The SND/RCV LO/HI WAT options

Thu Jun 10 13:47:00 GMT 1999

Majid Tajamolian wrote:

> > > I'm working on SAMBA performance enhancement. Can anyone guide me for a
> > > reference about the 4 WATer mark socket options and their effects on
> > > TCP/IP performance?
> > > Have anyone any experiments about using them in the SAMBA code?

I asked:
> >       A colleague has been experimenting with them in a non-samba
> >       context, and we've been looking at their behavior quantiatively:
> >       Alas, I'm not doing the experiments myself...
> >
> >       What would you like to know?
> >
> It seems that anything about them can be useful (i.e. their meaning, how
> they change the TCP behavior, what is relation between them and the other
> configurations such as SNDBUF, RCVBUF, , ...).
> If you don't know about them, can you help me to find some information in
> the internet?

	The best reference is Stevens' TCP/IP Illustrated,
	and a colleague and I have been playing with the
	high- and low-water marks in a group of Solaris
	servers and clients on 100baseT ethernet.

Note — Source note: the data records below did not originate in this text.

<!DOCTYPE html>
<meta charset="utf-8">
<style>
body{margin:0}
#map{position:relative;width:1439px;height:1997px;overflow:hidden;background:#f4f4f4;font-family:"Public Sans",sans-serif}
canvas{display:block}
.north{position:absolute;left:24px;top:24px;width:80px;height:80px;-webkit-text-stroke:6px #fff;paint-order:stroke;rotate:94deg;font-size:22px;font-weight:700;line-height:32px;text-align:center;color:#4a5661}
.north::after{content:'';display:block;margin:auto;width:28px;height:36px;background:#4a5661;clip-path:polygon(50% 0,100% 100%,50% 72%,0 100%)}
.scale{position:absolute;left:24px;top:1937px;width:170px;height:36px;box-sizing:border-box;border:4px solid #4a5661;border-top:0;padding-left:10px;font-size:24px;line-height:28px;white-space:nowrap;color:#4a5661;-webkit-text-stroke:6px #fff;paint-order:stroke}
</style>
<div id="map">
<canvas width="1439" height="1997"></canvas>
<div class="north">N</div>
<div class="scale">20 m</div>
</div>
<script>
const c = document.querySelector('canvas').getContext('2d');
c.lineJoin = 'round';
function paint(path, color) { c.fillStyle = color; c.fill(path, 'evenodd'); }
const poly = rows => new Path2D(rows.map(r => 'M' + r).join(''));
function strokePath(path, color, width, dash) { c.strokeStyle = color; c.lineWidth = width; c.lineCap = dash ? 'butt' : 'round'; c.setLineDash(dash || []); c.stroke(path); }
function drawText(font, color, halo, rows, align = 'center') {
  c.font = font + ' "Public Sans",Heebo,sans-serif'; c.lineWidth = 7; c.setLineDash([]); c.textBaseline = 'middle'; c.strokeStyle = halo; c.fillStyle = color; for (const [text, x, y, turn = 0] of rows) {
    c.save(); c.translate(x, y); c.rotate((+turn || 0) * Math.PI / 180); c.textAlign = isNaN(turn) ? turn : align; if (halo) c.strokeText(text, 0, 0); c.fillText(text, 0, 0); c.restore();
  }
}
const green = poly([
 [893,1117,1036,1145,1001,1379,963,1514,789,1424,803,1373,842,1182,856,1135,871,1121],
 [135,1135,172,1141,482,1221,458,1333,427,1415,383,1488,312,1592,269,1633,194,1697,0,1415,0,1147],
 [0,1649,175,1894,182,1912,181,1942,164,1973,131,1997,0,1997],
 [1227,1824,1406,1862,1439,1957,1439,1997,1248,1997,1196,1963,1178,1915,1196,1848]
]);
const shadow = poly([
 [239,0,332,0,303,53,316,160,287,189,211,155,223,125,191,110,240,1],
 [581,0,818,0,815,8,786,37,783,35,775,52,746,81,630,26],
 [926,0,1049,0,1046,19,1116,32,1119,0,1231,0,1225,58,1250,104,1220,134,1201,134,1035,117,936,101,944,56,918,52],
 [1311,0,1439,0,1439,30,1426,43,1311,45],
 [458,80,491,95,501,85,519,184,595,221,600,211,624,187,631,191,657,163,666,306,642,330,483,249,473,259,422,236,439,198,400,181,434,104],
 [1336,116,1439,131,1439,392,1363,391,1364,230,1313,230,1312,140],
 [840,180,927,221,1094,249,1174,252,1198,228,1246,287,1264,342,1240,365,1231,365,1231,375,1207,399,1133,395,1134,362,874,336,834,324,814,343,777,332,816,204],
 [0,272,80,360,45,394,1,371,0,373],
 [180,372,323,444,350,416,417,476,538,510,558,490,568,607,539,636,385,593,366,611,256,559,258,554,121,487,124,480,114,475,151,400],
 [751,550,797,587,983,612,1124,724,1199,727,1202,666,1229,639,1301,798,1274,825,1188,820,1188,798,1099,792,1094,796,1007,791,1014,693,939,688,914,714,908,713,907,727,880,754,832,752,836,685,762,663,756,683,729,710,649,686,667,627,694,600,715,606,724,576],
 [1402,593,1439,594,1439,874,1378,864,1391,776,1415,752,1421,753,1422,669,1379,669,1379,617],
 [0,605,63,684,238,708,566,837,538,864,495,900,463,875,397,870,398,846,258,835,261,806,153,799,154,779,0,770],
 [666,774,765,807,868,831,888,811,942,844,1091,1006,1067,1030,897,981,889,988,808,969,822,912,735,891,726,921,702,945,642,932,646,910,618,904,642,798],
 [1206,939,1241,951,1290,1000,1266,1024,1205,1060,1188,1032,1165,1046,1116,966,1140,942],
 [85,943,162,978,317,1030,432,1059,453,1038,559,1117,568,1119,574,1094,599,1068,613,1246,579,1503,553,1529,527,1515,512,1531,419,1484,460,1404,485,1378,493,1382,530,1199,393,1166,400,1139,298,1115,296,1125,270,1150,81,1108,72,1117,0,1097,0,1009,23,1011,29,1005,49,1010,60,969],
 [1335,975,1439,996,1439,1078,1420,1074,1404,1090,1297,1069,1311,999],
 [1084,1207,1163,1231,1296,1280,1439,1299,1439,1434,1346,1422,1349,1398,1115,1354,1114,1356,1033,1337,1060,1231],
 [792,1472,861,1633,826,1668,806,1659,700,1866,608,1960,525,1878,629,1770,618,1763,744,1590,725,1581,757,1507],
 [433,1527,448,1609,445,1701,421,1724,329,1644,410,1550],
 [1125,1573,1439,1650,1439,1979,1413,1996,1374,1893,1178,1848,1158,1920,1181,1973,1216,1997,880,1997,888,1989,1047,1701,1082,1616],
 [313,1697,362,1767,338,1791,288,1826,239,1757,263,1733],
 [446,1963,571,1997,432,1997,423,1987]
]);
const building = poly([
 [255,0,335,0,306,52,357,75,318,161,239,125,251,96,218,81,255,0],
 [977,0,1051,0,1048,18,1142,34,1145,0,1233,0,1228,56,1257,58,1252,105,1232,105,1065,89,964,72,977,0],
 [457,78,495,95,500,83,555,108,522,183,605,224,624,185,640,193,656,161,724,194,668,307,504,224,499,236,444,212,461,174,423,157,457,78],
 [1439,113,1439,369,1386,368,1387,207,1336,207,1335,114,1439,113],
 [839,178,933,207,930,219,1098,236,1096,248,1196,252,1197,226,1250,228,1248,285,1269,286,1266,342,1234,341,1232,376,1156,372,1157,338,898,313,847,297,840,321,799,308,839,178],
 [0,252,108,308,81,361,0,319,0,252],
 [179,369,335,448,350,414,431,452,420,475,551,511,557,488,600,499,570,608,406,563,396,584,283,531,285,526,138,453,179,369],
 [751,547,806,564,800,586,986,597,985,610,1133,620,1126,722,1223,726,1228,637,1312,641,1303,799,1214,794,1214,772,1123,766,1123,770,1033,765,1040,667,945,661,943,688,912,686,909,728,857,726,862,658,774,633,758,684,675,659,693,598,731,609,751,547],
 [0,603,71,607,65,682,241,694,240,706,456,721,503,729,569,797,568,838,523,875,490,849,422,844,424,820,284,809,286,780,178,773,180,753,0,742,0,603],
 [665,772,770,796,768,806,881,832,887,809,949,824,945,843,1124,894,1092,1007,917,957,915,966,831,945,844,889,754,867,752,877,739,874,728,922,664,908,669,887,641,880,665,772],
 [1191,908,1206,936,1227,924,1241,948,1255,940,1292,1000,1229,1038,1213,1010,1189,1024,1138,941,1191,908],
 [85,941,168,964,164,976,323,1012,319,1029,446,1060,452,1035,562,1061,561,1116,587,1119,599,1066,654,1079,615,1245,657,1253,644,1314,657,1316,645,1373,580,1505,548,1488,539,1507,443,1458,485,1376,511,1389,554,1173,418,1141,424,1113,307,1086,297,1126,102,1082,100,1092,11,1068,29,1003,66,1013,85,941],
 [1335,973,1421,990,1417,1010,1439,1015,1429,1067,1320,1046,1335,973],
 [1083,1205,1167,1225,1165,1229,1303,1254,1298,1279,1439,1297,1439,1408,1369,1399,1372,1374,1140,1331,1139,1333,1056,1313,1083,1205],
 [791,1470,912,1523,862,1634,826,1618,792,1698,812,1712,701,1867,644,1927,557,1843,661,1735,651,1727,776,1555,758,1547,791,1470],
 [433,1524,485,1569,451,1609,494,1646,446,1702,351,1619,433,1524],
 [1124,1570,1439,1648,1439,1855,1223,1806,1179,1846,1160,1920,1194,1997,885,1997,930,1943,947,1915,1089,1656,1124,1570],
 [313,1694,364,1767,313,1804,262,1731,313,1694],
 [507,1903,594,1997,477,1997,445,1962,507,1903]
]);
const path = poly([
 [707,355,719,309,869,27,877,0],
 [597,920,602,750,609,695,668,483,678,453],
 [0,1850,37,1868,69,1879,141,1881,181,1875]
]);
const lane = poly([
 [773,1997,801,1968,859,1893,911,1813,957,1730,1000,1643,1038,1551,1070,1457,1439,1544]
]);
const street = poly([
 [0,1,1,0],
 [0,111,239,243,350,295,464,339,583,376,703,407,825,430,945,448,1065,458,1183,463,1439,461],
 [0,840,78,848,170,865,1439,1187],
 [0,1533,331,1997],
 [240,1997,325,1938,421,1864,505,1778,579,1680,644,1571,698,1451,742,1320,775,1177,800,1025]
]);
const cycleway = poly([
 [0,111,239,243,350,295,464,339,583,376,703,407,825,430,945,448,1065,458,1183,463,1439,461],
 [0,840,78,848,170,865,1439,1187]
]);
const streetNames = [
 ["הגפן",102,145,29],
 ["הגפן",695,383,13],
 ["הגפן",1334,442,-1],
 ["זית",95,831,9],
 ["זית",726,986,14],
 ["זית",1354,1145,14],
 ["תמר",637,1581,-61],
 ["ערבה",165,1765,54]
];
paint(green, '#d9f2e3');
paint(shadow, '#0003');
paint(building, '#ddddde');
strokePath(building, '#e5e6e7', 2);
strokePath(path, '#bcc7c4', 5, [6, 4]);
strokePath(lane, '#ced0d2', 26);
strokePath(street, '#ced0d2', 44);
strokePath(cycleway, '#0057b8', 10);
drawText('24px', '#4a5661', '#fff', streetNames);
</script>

	Let's look at in /net3 terms (BSD & Linux):
	On the send side, an application writes a big chunk
	of data, say 10 KB.  The so_send processing hands
	this off in 2048-byte mbufs to the lower level of
	the protocol, until there is enough data sent but
	not acknowledged to exceed the high-water mark, which
	is at 8k.  At this point the sending stops until
	some acks come in.  The sending process is suspended.

	The process is not awakened until the send-but-unacked
	data falls below the low-water mark, 2 KB. At this point
	it send the next two KB and is done for the moment.

	In a large-data scenario (which is what I have at work),
	you want the high-water mark to be set high enough that
	     1) the expected write size is below the
		high-water mark (minimum), and
	     2) the mark is high enough that enough data will
		be transferred and ack's on back-to-back writes
		that there will be at least a write's worth of
		space left below the high-water mark (optimum)

	Lets assume Samba is being used to access big database relations,
	and max xmit is at it's default setting of 65,535.

	Logically, you'd
	     1) want the high-water-mark set above 64 KB
	That's easy: the /net3 maximum is 26,2144. (The Solaris
	maximum is different, and affects the TCP scaling options)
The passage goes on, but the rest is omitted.